O avanço tecnológico, de acordo com Contipelli, seria possível após a assinatura do Acordo de Paris, que estabaleceu uma nova forma de constitucionalismo global. “Agora os países vão definir quando e onde vão atuar para mitigar a emissão de gases nocivos, dentro de seus próprios contextos”, afirmou.

Desta forma, seria possível inovar pensando em uma série de fluxos, de experiências e de equipamentos para se adaptar às mudanças climáticas. 

Estrutura complicada

Além da questão ambiental, foi debatida também a legislação que envolve os processos inovadores. Neste sentido, foi discutido que o Brasil possui pesquisadores e infraestrutura de laboratórios suficientes para promover um avanço tecnológico no país. Porém, isso é emperrado pela burocracia da legislação nacional. 

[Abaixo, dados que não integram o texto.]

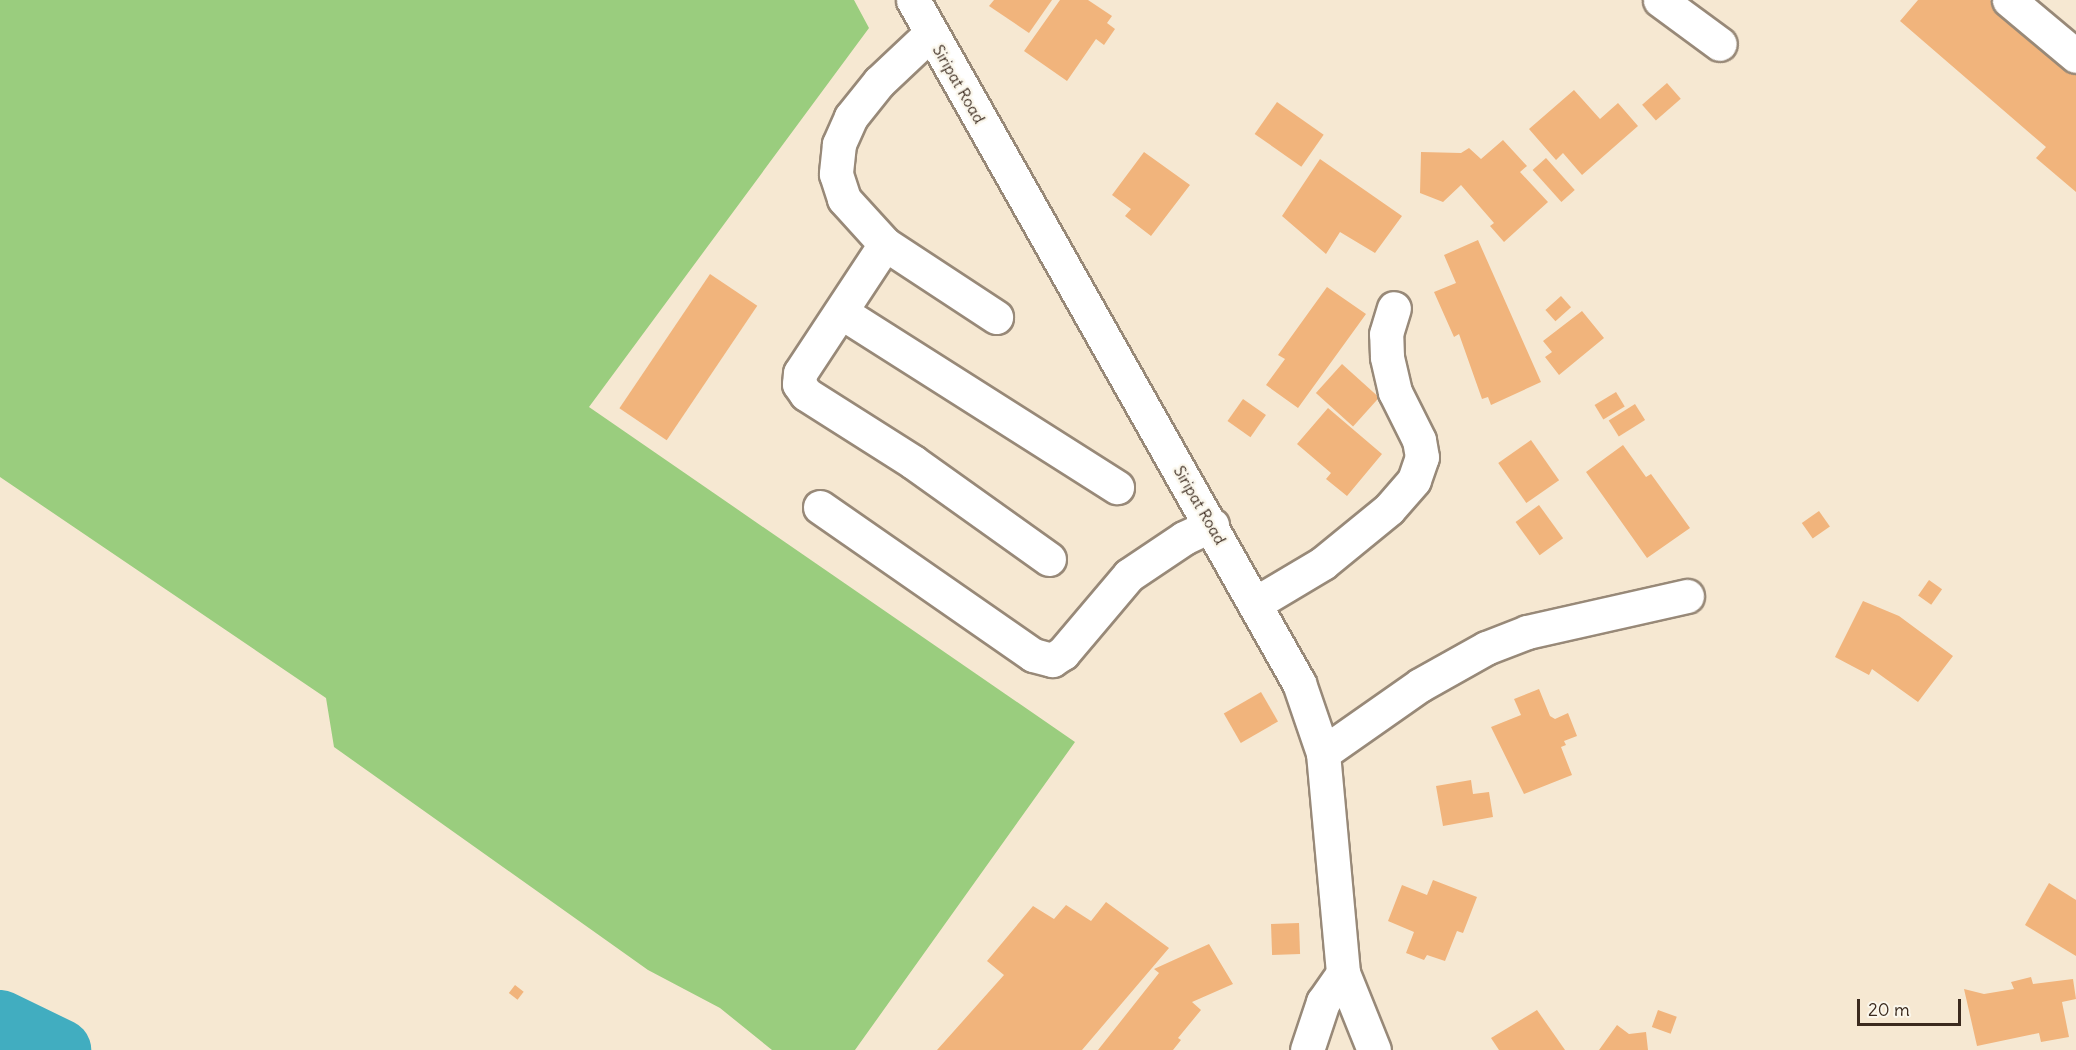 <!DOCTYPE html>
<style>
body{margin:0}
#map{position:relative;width:2076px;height:1050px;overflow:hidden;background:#f6e8d2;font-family:Delius,sans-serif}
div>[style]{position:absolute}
.green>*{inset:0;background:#9acd7e}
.river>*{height:62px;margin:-31px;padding:0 31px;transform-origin:31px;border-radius:31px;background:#41adc0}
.building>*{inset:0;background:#f1b47c;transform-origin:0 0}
.roads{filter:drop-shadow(2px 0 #988978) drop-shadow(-2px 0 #988978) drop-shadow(0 2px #988978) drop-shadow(0 -2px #988978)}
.minor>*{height:33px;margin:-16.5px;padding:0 16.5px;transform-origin:16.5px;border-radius:16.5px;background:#fff}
span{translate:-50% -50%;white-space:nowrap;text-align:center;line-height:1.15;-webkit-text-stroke:5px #fbf7ec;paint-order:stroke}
.street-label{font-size:16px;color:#3b2a1e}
.scale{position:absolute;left:1857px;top:999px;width:104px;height:27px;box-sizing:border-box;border:3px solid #3b2a1e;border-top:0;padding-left:8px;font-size:18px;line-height:21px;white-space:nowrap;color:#3b2a1e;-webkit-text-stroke:4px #fbf7ec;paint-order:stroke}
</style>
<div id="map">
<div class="green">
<i style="clip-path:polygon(0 0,854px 0,869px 28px,589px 407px,1075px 742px,855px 1050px,772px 1050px,720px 1008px,648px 970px,334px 747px,326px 698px,0 477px)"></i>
</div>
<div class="river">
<i style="left:0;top:1021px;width:67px;rotate:25.8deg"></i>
</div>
<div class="building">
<i style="clip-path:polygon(994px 0,1052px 0,1029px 33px,989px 6px)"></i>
<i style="clip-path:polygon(1060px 0,1088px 0,1112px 16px,1107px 23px,1115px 29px,1104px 45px,1096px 39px,1067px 81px,1024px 51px)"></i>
<i style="clip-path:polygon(1918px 0,1990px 0,2076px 75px,2076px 192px,2036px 158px,2046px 147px,1900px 21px)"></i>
<i style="left:1667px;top:83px;width:21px;height:33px;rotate:49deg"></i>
<i style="clip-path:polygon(1574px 90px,1600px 119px,1618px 103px,1638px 126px,1582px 175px,1563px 153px,1556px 160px,1529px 129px)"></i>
<i style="left:1277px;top:102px;width:57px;height:39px;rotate:35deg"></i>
<i style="clip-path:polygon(1503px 140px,1527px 166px,1520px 172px,1548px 202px,1504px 242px,1490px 226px,1494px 223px,1461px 185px,1443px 202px,1420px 193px,1421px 152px,1461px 153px,1469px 148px,1481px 159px)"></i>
<i style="clip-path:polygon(1144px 152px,1190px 185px,1151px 236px,1125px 216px,1131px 209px,1112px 195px)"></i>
<i style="left:1546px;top:158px;width:43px;height:18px;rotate:48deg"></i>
<i style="clip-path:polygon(1320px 159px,1402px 216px,1375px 253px,1340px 232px,1326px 254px,1282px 216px)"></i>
<i style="clip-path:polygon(1478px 240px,1541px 382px,1491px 405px,1488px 397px,1482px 399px,1459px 334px,1454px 337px,1434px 292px,1456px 283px,1444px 255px)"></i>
<i style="left:710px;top:274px;width:57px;height:162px;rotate:34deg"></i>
<i style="clip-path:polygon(1327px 287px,1366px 314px,1298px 408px,1266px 385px,1285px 359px,1278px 355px)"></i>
<i style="left:1561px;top:296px;width:15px;height:21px;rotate:48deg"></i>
<i style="clip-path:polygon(1582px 311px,1604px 338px,1559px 375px,1545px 357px,1552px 352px,1543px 341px)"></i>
<i style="left:1342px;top:364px;width:50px;height:39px;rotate:42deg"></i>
<i style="left:1616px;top:392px;width:17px;height:25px;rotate:59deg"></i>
<i style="left:1243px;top:399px;width:28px;height:27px;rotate:35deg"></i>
<i style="left:1635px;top:404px;width:19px;height:31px;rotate:58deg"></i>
<i style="clip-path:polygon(1328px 408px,1382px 454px,1347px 496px,1326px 479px,1331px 473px,1297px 444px)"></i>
<i style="left:1531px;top:440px;width:49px;height:40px;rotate:55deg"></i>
<i style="clip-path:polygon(1623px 445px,1646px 477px,1651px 474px,1690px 528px,1647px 558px,1586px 472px)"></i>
<i style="left:1539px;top:505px;width:41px;height:29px;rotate:54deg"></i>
<i style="left:1819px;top:511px;width:19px;height:21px;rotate:55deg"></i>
<i style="left:1929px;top:580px;width:16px;height:19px;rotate:35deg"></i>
<i style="clip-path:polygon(1863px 601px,1899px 616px,1953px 656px,1918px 702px,1872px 669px,1869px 675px,1835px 657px)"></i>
<i style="clip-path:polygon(1539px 689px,1550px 716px,1555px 719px,1568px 713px,1577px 736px,1564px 741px,1566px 745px,1561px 747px,1572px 775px,1524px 794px,1491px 727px,1521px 715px,1514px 699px)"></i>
<i style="left:1261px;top:692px;width:34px;height:43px;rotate:60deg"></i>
<i style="clip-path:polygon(1471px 780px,1473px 794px,1489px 792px,1493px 817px,1443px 826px,1436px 786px)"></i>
<i style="clip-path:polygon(1433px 880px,1477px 897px,1463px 933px,1457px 931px,1445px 961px,1427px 955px,1424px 960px,1406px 953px,1414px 932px,1388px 921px,1402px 885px,1427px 895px)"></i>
<i style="clip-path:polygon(2049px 883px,2076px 900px,2076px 956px,2025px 925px)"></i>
<i style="clip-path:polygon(1106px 902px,1169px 948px,1082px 1050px,937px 1050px,1004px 975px,987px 961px,1033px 906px,1054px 919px,1066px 905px,1091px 921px)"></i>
<i style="left:1299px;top:923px;width:31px;height:28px;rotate:88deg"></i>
<i style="clip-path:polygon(1209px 944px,1233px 984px,1192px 1002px,1201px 1010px,1178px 1038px,1181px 1040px,1173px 1050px,1098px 1050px,1159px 973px,1154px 969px)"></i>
<i style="clip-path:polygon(2031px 977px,2033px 984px,2073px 979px,2076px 999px,2062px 1002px,2069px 1037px,2041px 1042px,2039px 1033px,1977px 1046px,1964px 989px,1984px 994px,2014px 989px,2011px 982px)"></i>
<i style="left:515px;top:985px;width:11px;height:10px;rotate:38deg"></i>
<i style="clip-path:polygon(1537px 1010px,1565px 1050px,1499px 1050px,1491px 1038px)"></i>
<i style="left:1658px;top:1010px;width:20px;height:18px;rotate:20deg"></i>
<i style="clip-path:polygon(1617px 1025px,1629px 1034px,1646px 1032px,1648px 1050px,1599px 1050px)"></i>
</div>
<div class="roads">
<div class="minor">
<i style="left:913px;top:0;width:785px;rotate:60.53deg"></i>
<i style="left:1299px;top:683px;width:74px;rotate:71.1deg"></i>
<i style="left:1323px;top:753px;width:221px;rotate:84.8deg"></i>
<i style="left:1343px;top:973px;width:83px;rotate:68.1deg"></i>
<i style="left:1660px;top:0;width:74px;rotate:36.3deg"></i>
<i style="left:2009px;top:0;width:87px;rotate:39.9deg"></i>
<i style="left:930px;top:34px;width:70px;rotate:136.7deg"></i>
<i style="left:879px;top:82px;width:45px;rotate:128.7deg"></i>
<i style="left:851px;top:117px;width:30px;rotate:114deg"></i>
<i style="left:839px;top:144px;width:30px;rotate:96deg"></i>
<i style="left:836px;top:174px;width:26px;rotate:72deg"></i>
<i style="left:844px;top:199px;width:61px;rotate:47.7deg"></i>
<i style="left:885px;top:244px;width:133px;rotate:33.3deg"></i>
<i style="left:885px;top:244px;width:154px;rotate:123.4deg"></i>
<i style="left:800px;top:373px;width:11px;rotate:95deg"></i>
<i style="left:799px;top:384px;width:12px;rotate:55deg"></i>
<i style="left:806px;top:394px;width:127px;rotate:32.4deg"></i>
<i style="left:913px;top:462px;width:167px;rotate:35.5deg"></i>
<i style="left:841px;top:312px;width:327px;rotate:32.4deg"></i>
<i style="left:820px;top:507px;width:259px;rotate:34.8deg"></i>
<i style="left:1033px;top:655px;width:20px;rotate:15deg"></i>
<i style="left:1052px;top:660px;width:13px;rotate:-32deg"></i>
<i style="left:1063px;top:653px;width:102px;rotate:-49.8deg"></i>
<i style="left:1129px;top:575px;width:66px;rotate:-33.9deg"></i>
<i style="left:1184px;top:538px;width:31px;rotate:-25deg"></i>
<i style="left:1256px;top:603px;width:78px;rotate:-30.8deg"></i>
<i style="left:1323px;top:563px;width:85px;rotate:-39.3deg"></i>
<i style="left:1389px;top:509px;width:38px;rotate:-49deg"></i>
<i style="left:1414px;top:480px;width:24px;rotate:-71deg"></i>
<i style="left:1422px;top:457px;width:17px;rotate:-100deg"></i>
<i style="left:1419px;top:440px;width:54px;rotate:-116.6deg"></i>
<i style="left:1395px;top:392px;width:36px;rotate:-103deg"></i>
<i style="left:1387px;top:357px;width:23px;rotate:-92deg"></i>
<i style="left:1386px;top:334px;width:27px;rotate:-73deg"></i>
<i style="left:1323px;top:753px;width:118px;rotate:-35deg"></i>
<i style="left:1420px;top:685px;width:76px;rotate:-29.3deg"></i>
<i style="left:1486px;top:648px;width:44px;rotate:-21.3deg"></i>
<i style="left:1527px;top:632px;width:164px;rotate:-12.7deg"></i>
<i style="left:1307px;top:1050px;width:51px;rotate:-71.6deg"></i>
<i style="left:1323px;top:1002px;width:35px;rotate:-55deg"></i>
</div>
</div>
<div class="street-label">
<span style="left:959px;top:84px;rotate:60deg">Siripat Road</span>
<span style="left:1200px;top:505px;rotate:60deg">Siripat Road</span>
</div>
<div class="scale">20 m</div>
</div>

De acordo com o professor da FDir, Daniel Nagao Menezes, a infraestrutura de inovação e criatividade no Brasil ainda é bastante fraca. “Ainda é incipiente para que se tenha início efetivo dessas medidas. Existem algumas leis e normas que tentam estimular, mas é muito pouco diante do desafio”, declarou.

Apresentações

Além das palestras, 14 estudantes de programas de pós-graduação apresentaram artigos e pesquisas desenvolvidas relacionadas ao assunto.